[Collected data entries]

##############################

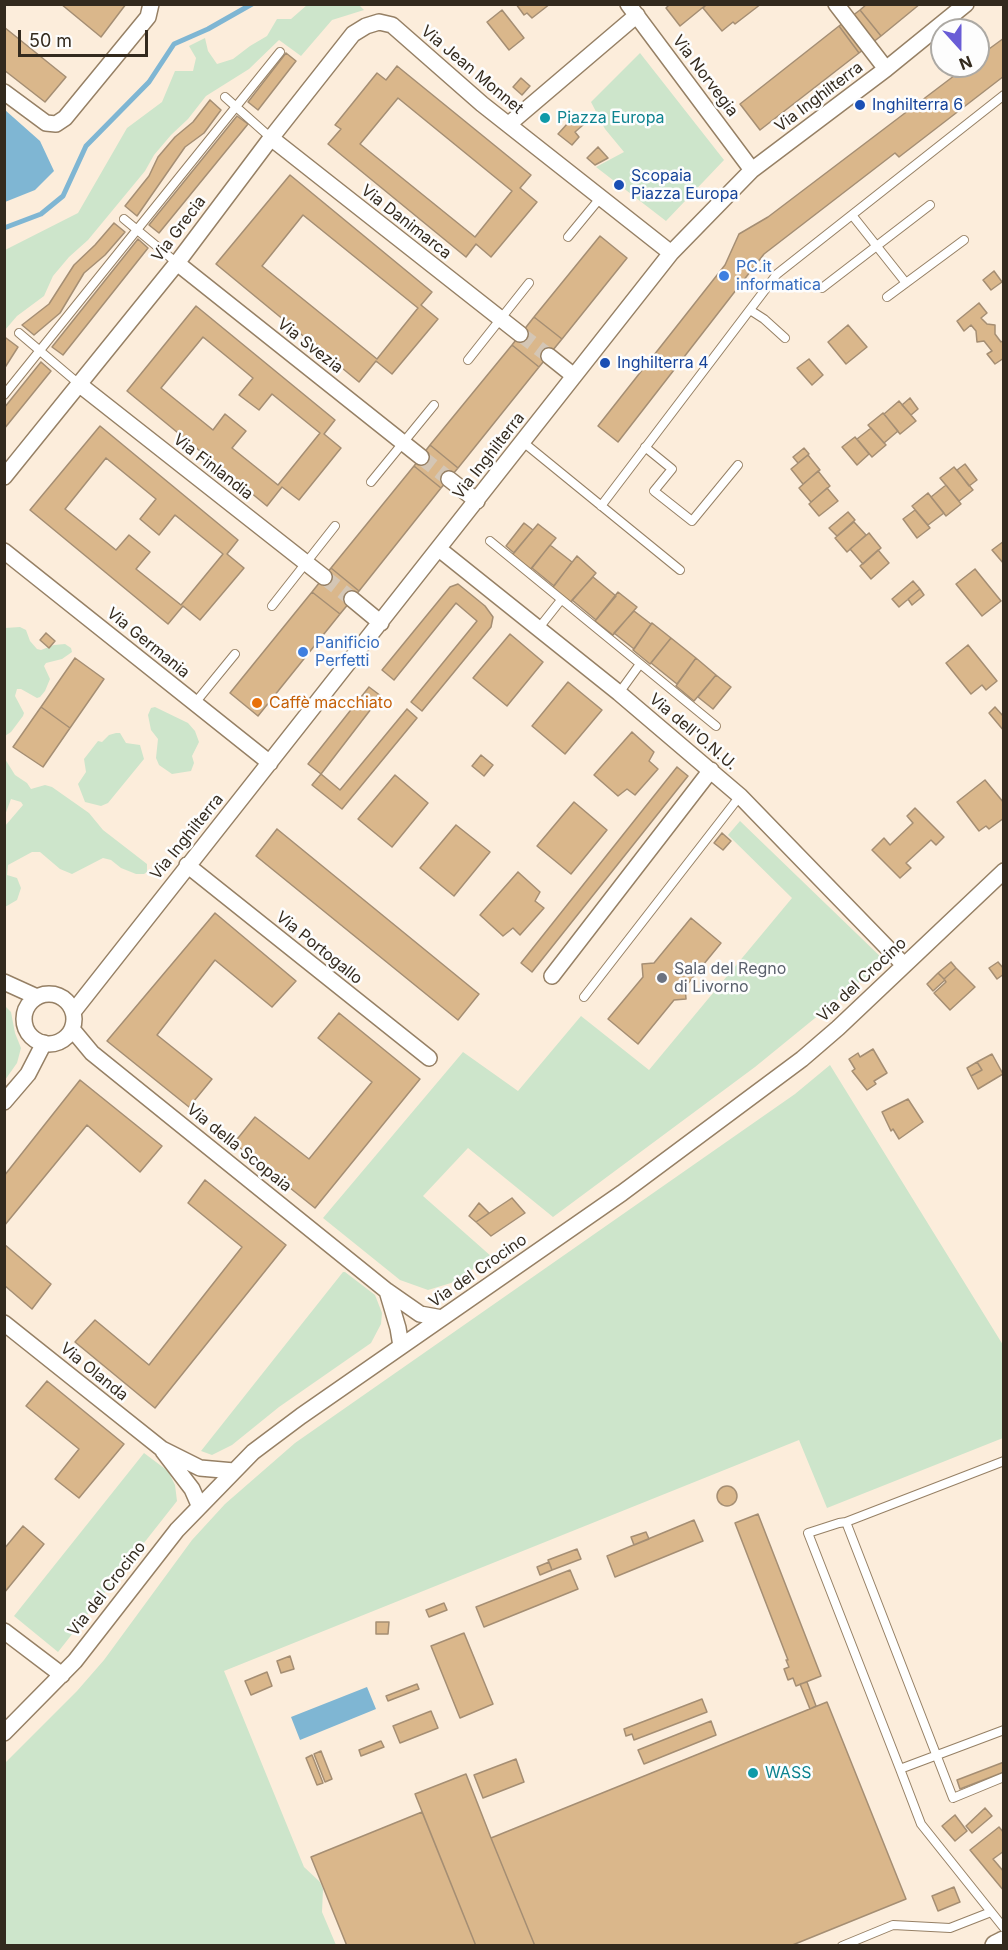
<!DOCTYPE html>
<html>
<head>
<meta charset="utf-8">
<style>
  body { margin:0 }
  #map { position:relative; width:1008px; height:1950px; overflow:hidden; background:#fceddb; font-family:Inter,sans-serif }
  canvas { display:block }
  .frame { position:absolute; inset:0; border:6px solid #332a1e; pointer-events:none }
  .north { position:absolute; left:930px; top:18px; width:60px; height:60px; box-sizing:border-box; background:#fdfdfd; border:2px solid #aca9a4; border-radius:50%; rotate:159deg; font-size:16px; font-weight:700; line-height:24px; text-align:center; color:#332a1e }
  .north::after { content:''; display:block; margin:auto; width:21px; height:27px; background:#695cd6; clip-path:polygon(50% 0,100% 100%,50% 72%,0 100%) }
  .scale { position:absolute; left:18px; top:30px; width:130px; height:27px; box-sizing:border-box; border:3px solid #332a1e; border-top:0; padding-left:8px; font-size:18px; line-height:21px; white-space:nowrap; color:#332a1e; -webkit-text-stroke:4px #fdfdfd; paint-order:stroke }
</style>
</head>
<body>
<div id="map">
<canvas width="1008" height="1950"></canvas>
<div class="frame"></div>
<div class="north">N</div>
<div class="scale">50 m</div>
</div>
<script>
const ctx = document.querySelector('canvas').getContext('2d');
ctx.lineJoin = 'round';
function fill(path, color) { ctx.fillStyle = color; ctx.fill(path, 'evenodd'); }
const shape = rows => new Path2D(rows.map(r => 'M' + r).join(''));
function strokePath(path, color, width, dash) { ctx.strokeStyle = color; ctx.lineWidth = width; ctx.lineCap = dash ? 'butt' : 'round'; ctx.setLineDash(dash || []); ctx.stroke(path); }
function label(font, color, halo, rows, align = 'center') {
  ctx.font = font + ' Inter,sans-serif'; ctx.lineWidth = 5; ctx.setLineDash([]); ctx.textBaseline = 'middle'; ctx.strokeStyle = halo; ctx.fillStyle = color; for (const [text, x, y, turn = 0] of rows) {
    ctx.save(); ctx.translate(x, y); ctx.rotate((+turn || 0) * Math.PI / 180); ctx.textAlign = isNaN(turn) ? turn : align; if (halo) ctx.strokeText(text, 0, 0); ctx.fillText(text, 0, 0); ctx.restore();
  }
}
fill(shape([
  [307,5,359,5,364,10,332,20,301,56,279,40,249,69,206,96,188,119,171,135,154,155,145,171,88,240,69,257,53,276,44,296,17,316,5,330,5,250,78,213,127,128,162,102,175,71,193,71,196,58,189,46,205,38,208,51,217,64,233,59,250,46,267,36,277,19,291,19],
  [640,53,724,160,666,221,596,167,624,152,605,129,591,102],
  [20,627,26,630,30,641,37,649,41,650,54,645,65,644,71,648,72,652,62,659,46,663,44,666,50,679,45,691,40,697,37,698,21,689,17,689,15,696,24,713,23,716,11,732,5,736,5,628],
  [155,707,188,723,195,731,199,742,192,756,194,763,191,771,172,774,159,765,156,758,158,739,151,730,148,715,151,708],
  [116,733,120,733,126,743,140,745,144,759,108,803,101,806,85,802,78,784,86,772,84,759,98,741,102,742,109,735],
  [5,759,15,775,27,783,31,789,45,785,52,787,89,813,103,830,147,864,147,872,144,874,136,874,121,868,111,860,103,858,72,874,60,869,40,852,32,852,8,865,7,875,17,878,21,888,17,900,5,907,5,826,23,805,21,802,11,799,5,815],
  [740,821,885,961,755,1067,553,1217,468,1148,423,1196,492,1257,451,1283,428,1290,400,1280,323,1218,463,1052,518,1091,581,1016,649,1070,792,898,728,835],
  [5,1006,11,1012,15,1033,21,1048,17,1063,5,1080],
  [830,1065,1003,1345,1003,1438,827,1508,799,1440,224,1671,304,1867,320,1882,323,1889,322,1912,336,1945,5,1945,5,1763,77,1691,104,1660,192,1540,225,1504,295,1443,795,1094],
  [343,1272,345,1272,375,1295,382,1313,381,1324,371,1343,279,1407,232,1445,212,1455,201,1451],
  [144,1453,168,1471,175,1485,177,1501,58,1652,14,1616]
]), '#cde5cb');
fill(shape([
  [5,110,40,141,54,171,35,190,5,202],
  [367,1687,376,1709,300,1740,291,1717]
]), '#7fb6d3');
strokePath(shape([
  [4,228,41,214,63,196,86,146,149,82,174,44,208,29,252,4]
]), '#7fb6d3', 5);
const building = shape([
  [61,4,126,4,101,37,61,4],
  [516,4,550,4,532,18,527,13,524,15,516,4],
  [667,4,707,4,680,26,666,8,668,6,667,4],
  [707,4,761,4,735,24,733,22,722,31,703,8,707,4],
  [867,4,920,4,881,36,860,10,867,4],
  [502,10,524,38,509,50,487,22,502,10],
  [860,10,881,36,859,53,839,26,860,10],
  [839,26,859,53,760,130,740,104,839,26],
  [4,27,66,77,45,102,4,70,4,27],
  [1004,38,1004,76,899,157,895,153,764,254,618,442,598,426,725,265,739,234,768,217,967,66,978,66,978,57,1004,38],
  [286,53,296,61,258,110,248,102,286,53],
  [397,66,531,175,520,188,537,202,491,257,476,244,466,257,328,144,341,129,335,125,377,73,386,80,397,66],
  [398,98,512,191,475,237,360,144,398,98],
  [521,78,530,86,522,95,513,87,521,78],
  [210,100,221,110,204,133,185,147,137,216,125,206,149,176,158,157,175,137,193,122,210,100],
  [577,113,583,125,575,132,579,137,572,145,558,134,577,113],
  [237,116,248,124,159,233,149,225,237,116],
  [598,147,608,158,595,165,587,158,598,147],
  [290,175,432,292,421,305,438,319,392,374,376,361,359,382,216,264,290,175],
  [303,215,418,308,377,359,262,266,303,215],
  [114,223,125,232,105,255,84,273,60,313,34,335,22,325,49,304,74,265,95,245,114,223],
  [600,236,627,258,562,339,534,317,600,236],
  [138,239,148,248,63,355,52,347,138,239],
  [994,271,1002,282,991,290,983,280,994,271],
  [979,303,987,313,981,318,987,324,995,325,995,334,1001,342,1004,340,1004,358,995,364,987,354,992,351,984,341,977,342,976,331,971,325,964,331,957,321,979,303],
  [196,306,335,420,324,434,341,448,299,500,282,487,267,506,127,391,196,306],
  [203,337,253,378,239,395,259,410,272,394,320,433,278,485,232,448,246,431,225,414,213,430,161,388,203,337],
  [534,317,562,339,539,367,512,345,534,317],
  [848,325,867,347,846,364,828,342,848,325],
  [6,338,18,347,4,369,4,341,6,338],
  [512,345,539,367,458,468,430,445,512,345],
  [809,359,823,375,812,385,797,368,809,359],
  [41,362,51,371,4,429,4,408,41,362],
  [910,398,918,409,911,415,902,405,910,398],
  [899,401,916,421,900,434,884,414,899,401],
  [883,413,898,431,884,443,868,425,883,413],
  [100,426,238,540,227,554,244,568,200,620,183,606,168,624,30,510,100,426],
  [106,458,156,499,140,519,159,535,175,515,223,554,181,605,136,569,150,552,129,535,116,550,65,509,106,458],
  [871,428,886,445,872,457,857,439,871,428],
  [855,437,869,454,857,465,842,447,855,437],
  [430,445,458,468,441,488,414,466,430,445],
  [804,448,809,454,798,463,793,457,804,448],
  [808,455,820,470,803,484,791,469,808,455],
  [965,464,977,480,969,486,957,470,965,464],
  [414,466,441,488,359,591,331,568,414,466],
  [954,467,973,490,959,501,940,478,954,467],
  [818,471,830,486,811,502,799,488,818,471],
  [946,485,961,504,946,516,931,497,946,485],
  [827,488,838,501,819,516,809,504,827,488],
  [928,493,944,513,928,525,912,506,928,493],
  [915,510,930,528,917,538,903,519,915,510],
  [848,512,855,520,837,536,829,528,848,512],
  [854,522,866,535,847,552,835,538,854,522],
  [524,523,533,530,514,553,506,546,524,523],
  [538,524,556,538,529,571,511,556,538,524],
  [869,533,881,548,863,564,850,549,869,533],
  [1004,541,1004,564,992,550,1004,541],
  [550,545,572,562,554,586,532,568,550,545],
  [878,550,889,563,871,579,860,566,878,550],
  [577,556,596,573,570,603,552,588,577,556],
  [331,568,359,591,340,614,312,592,331,568],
  [975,569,1001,601,982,616,956,584,975,569],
  [593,577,616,596,596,620,572,600,593,577],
  [913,581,920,589,899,607,892,599,913,581],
  [458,584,485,606,493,617,491,627,422,711,411,702,477,621,456,603,394,680,382,670,450,587,458,584],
  [920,589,924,595,912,605,908,599,920,589],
  [312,592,340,614,258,716,230,693,312,592],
  [618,592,637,607,613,635,595,621,618,592],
  [634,611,651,624,634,649,614,633,634,611],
  [652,623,671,638,650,664,633,650,652,623],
  [46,633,55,641,49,648,40,640,46,633],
  [510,634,543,662,507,706,473,678,510,634],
  [671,638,696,658,677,684,651,663,671,638],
  [968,645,997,681,986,690,982,685,971,694,946,663,968,645],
  [75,658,104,679,70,728,41,707,75,658],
  [696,658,716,675,694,701,676,686,696,658],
  [716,675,731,687,713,709,698,697,716,675],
  [568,682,602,710,565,754,532,726,568,682],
  [369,687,381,696,321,774,308,764,369,687],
  [41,707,70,728,43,767,13,747,41,707],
  [995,707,1004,717,1004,731,989,713,995,707],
  [407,709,417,718,342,809,312,785,321,774,340,790,407,709],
  [632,732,654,752,649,761,658,769,635,795,627,789,618,796,594,775,632,732],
  [481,755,493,765,484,776,472,766,481,755],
  [677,767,688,776,532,972,521,963,677,767],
  [395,775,428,803,392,847,358,819,395,775],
  [985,780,1004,803,1004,818,989,829,986,826,979,831,957,802,985,780],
  [574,802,607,830,571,874,537,846,574,802],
  [915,808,944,837,936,845,931,840,906,863,911,868,900,878,872,850,884,838,890,845,913,823,907,816,915,808],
  [456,825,490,852,454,896,420,868,456,825],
  [277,829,479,994,458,1020,256,856,277,829],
  [722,833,731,841,723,850,714,843,722,833],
  [518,872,540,892,535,901,544,908,520,935,513,928,503,936,480,915,518,872],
  [215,913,296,981,272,1007,215,960,157,1035,212,1079,189,1107,107,1041,215,913],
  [691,918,721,943,685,987,686,999,674,1000,638,1044,608,1019,643,977,642,964,654,963,691,918],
  [951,962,956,968,944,979,938,973,951,962],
  [998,962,1004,969,1004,974,997,979,989,968,998,962],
  [956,968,975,987,950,1010,934,993,946,982,944,979,956,968],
  [938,973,945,980,933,991,927,984,938,973],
  [339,1013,420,1079,315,1208,234,1143,255,1117,309,1159,372,1082,318,1038,339,1013],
  [873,1049,887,1073,874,1081,876,1084,867,1090,852,1071,855,1069,849,1059,858,1053,860,1057,873,1049],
  [992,1054,1003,1074,978,1089,971,1076,982,1070,977,1062,992,1054],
  [977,1062,982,1070,971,1076,967,1068,977,1062],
  [80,1080,162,1146,140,1172,87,1125,4,1226,4,1176,80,1080],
  [908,1099,923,1122,899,1139,893,1129,891,1131,882,1112,908,1099],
  [205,1180,286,1245,155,1408,75,1342,95,1320,149,1365,242,1247,188,1203,205,1180],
  [512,1198,525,1213,491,1236,476,1222,512,1198],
  [479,1203,489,1213,476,1222,469,1216,479,1203],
  [4,1244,51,1284,32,1309,4,1285,4,1244],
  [47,1381,124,1444,79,1498,55,1479,79,1449,26,1406,47,1381],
  '717 1496a10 10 0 1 1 20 0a10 10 0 1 1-20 0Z',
  [758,1514,821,1676,796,1686,793,1678,788,1680,784,1669,789,1667,786,1660,788,1660,735,1523,758,1514],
  [694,1520,703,1541,615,1577,607,1556,694,1520],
  [23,1526,44,1544,4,1593,4,1549,23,1526],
  [646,1532,649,1539,634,1545,631,1537,646,1532],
  [577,1549,581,1559,552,1570,548,1560,577,1549],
  [549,1562,552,1570,540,1575,537,1567,549,1562],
  [570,1570,578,1589,484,1627,476,1607,570,1570],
  [444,1603,447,1610,429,1617,426,1610,444,1603],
  [376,1622,389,1622,388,1634,376,1634,376,1622],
  [464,1633,493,1704,460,1718,431,1646,464,1633],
  [290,1656,294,1669,281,1673,277,1661,290,1656],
  [267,1672,272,1686,251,1695,245,1681,267,1672],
  [807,1682,816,1706,810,1709,800,1684,807,1682],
  [417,1684,419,1689,388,1701,386,1696,417,1684],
  [702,1699,707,1712,634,1740,632,1734,626,1736,624,1729,702,1699],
  [827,1702,906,1899,790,1946,535,1946,491,1838,827,1702],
  [431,1711,438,1728,400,1743,393,1726,431,1711],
  [711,1721,716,1735,644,1764,638,1750,711,1721],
  [381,1741,384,1747,361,1756,359,1750,381,1741],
  [321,1751,332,1779,325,1782,314,1754,321,1751],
  [312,1755,323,1783,317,1785,306,1758,312,1755],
  [516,1759,524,1782,483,1798,474,1775,516,1759],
  [1004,1762,1004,1772,960,1789,957,1780,1004,1762],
  [466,1774,491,1838,535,1946,476,1946,415,1794,466,1774],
  [985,1808,992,1816,972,1833,966,1826,985,1808],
  [422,1812,476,1946,347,1946,311,1857,422,1812],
  [955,1815,967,1831,955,1841,942,1826,955,1815],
  [999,1827,1004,1833,1004,1851,993,1859,1004,1872,1004,1891,970,1850,999,1827],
  [954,1887,960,1902,938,1911,932,1896,954,1887]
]);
fill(building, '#dab78b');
strokePath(building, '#a58e73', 1.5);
strokePath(shape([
  [520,334,549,356],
  [421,457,449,479],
  [324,577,352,599]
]), '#d4c6b5', 15, [15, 8]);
const lane = shape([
  [225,97,271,138],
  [852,215,906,283],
  [124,219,177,263],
  [568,237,601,197],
  [822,288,930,205],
  [887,297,964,240],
  [750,310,764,319,785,338],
  [19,333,79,384],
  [468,360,529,283],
  [4,395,280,52],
  [523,442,680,570],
  [645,447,672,469,654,491,692,521,738,465],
  [371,482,434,405],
  [601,506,777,274,1004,95],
  [490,541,716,726],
  [272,606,335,526],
  [538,629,561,600],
  [619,693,640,664],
  [195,703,235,654],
  [584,997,740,796],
  [1004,1461,846,1522,953,1798,1004,1777],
  [846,1522,839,1523,808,1533,900,1769],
  [1004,1730,900,1769,921,1824,1004,1928],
  [842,1946,893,1925,950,1928,991,1912]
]);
const street = shape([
  [628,4,752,170],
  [836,4,886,69],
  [4,92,46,123,56,124,65,118,148,17,151,4],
  [509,124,637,15],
  [271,138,520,334],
  [177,263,421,457],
  [549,356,574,376],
  [80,385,324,577],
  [4,477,177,263,271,138,353,34,366,26,379,22,392,25,482,104,671,253],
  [449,479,477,501],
  [439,549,619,693,740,796,904,965],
  [4,551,270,763],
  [352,599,381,623],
  [187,865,429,1058],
  [552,976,711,770],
  [4,982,37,997],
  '24 1019a25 25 0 1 1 50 0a25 25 0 1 1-50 0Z',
  [73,1012,671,253,752,170,886,69,966,4],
  [72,1029,92,1053,387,1291,420,1314,442,1318],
  [4,1102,28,1074,44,1043],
  [387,1291,398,1328,401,1346],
  [4,1323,162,1449,200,1468,234,1471],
  [163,1451,192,1489,199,1505],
  [4,1631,62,1675],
  [4,1733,75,1661,177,1530,253,1452,301,1416,622,1193,802,1059,838,1028,1004,871]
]);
const secondary = shape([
  [996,1946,1004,1942]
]);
strokePath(lane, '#968065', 10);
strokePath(street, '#968065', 18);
strokePath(secondary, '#968065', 24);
strokePath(lane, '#fff', 8);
strokePath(street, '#fff', 15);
strokePath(secondary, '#fff', 21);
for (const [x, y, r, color] of [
  [860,105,6,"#1a4fb4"],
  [545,118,6,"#0f9aa8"],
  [619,185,6,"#1a4fb4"],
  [724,276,6,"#3f7fe0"],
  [605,363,6,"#1a4fb4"],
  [303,652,6,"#3f7fe0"],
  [257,703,6,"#e8710a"],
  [662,978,6,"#6b7280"],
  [753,1773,6,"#0f9aa8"]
]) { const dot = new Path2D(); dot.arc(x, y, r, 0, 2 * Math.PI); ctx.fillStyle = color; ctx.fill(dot); strokePath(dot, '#fdfdfd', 2); }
label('16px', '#332a1e', '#fdfdfd', [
  ["Via Jean Monnet",472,70,40],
  ["Via Norvegia",705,76,53],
  ["Via Inghilterra",819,97,-37],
  ["Via Danimarca",406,222,38],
  ["Via Grecia",179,229,-53],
  ["Via Svezia",310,346,38],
  ["Via Inghilterra",489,456,-52],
  ["Via Finlandia",213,467,38],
  ["Via Germania",148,643,39],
  ["Via dell'O.N.U.",693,732,40],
  ["Via Inghilterra",187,837,-51],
  ["Via Portogallo",319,948,39],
  ["Via del Crocino",862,980,-43],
  ["Via della Scopaia",239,1148,39],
  ["Via del Crocino",478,1271,-35],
  ["Via Olanda",94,1372,39],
  ["Via del Crocino",107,1589,-52]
]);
label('16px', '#164399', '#fdfdfd', [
  ["Inghilterra 6",872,105],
  ["Scopaia",631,176],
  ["Piazza Europa",631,194],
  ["Inghilterra 4",617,363]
], 'left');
label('16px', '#0d838f', '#fdfdfd', [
  ["Piazza Europa",557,118],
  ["WASS",765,1773]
], 'left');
label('16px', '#366cbe', '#fdfdfd', [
  ["PC.it",736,267],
  ["informatica",736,285],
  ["Panificio",315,643],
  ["Perfetti",315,661]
], 'left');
label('16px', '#c56008', '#fdfdfd', [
  ["Caffè macchiato",269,703]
], 'left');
label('16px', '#5b616d', '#fdfdfd', [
  ["Sala del Regno",674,969],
  ["di Livorno",674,987]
], 'left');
</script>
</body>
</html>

##############################

- ASSIGNMENT
Look above for the line with "function fill(path, color)" and the line with "ctx.font = font"; transcribe both and all lines in between, exactly, and nothing else.

- ANSWER SECTION
function fill(path, color) { ctx.fillStyle = color; ctx.fill(path, 'evenodd'); }
const shape = rows => new Path2D(rows.map(r => 'M' + r).join(''));
function strokePath(path, color, width, dash) { ctx.strokeStyle = color; ctx.lineWidth = width; ctx.lineCap = dash ? 'butt' : 'round'; ctx.setLineDash(dash || []); ctx.stroke(path); }
function label(font, color, halo, rows, align = 'center') {
  ctx.font = font + ' Inter,sans-serif'; ctx.lineWidth = 5; ctx.setLineDash([]); ctx.textBaseline = 'middle'; ctx.strokeStyle = halo; ctx.fillStyle = color; for (const [text, x, y, turn = 0] of rows) {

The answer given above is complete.